[Saved data entries]
• • • • •

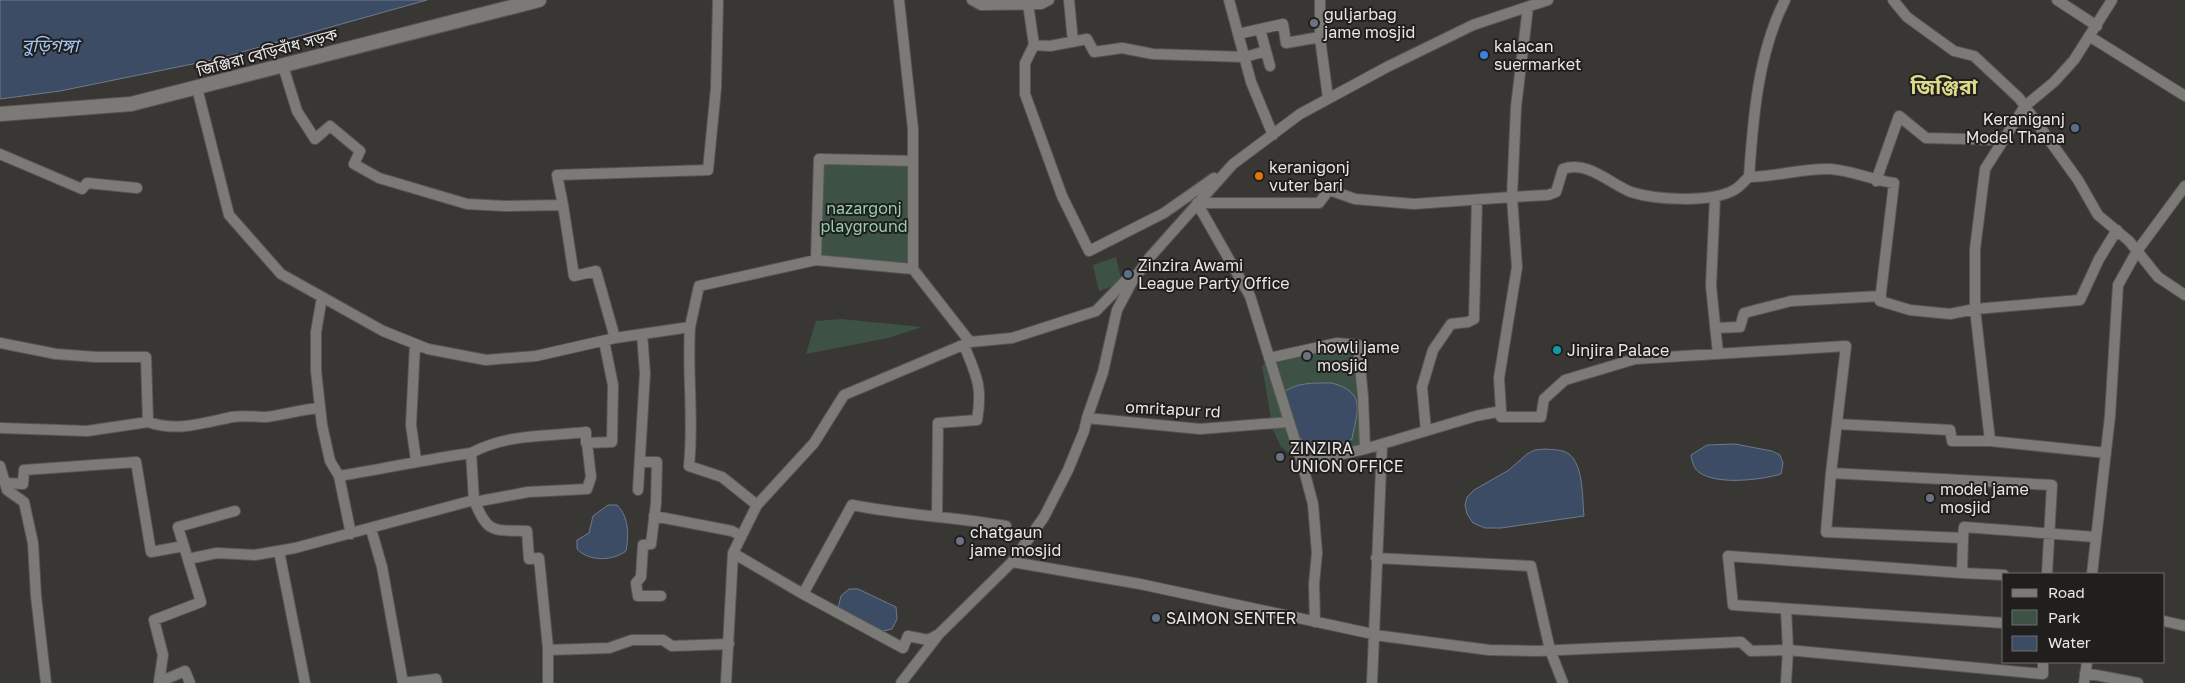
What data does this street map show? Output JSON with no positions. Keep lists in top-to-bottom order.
{
  "streets": {
    "street": ["জিঞ্জিরা বেড়িবাঁধ সড়ক", "omritapur rd"]
  },
  "districts": ["জিঞ্জিরা"],
  "water": ["বুড়িগঙ্গা"],
  "parks": ["nazargonj playground"],
  "places": [
    "guljarbag jame mosjid",
    "kalacan suermarket",
    "Keraniganj Model Thana",
    "keranigonj vuter bari",
    "Zinzira Awami League Party Office",
    "Jinjira Palace",
    "howli jame mosjid",
    "ZINZIRA UNION OFFICE",
    "model jame mosjid",
    "chatgaun jame mosjid",
    "SAIMON SENTER"
  ],
  "legend": ["Road", "Park", "Water"]
}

• • • • •

[TASK DETAILS]
Set every record down exactly, omitting pictures.

[RESULT]
What data does this street map show? Output JSON with no positions. Keep lists in top-to-bottom order.
{
  "streets": {
    "street": ["জিঞ্জিরা বেড়িবাঁধ সড়ক", "omritapur rd"]
  },
  "districts": ["জিঞ্জিরা"],
  "water": ["বুড়িগঙ্গা"],
  "parks": ["nazargonj playground"],
  "places": [
    "guljarbag jame mosjid",
    "kalacan suermarket",
    "Keraniganj Model Thana",
    "keranigonj vuter bari",
    "Zinzira Awami League Party Office",
    "Jinjira Palace",
    "howli jame mosjid",
    "ZINZIRA UNION OFFICE",
    "model jame mosjid",
    "chatgaun jame mosjid",
    "SAIMON SENTER"
  ],
  "legend": ["Road", "Park", "Water"]
}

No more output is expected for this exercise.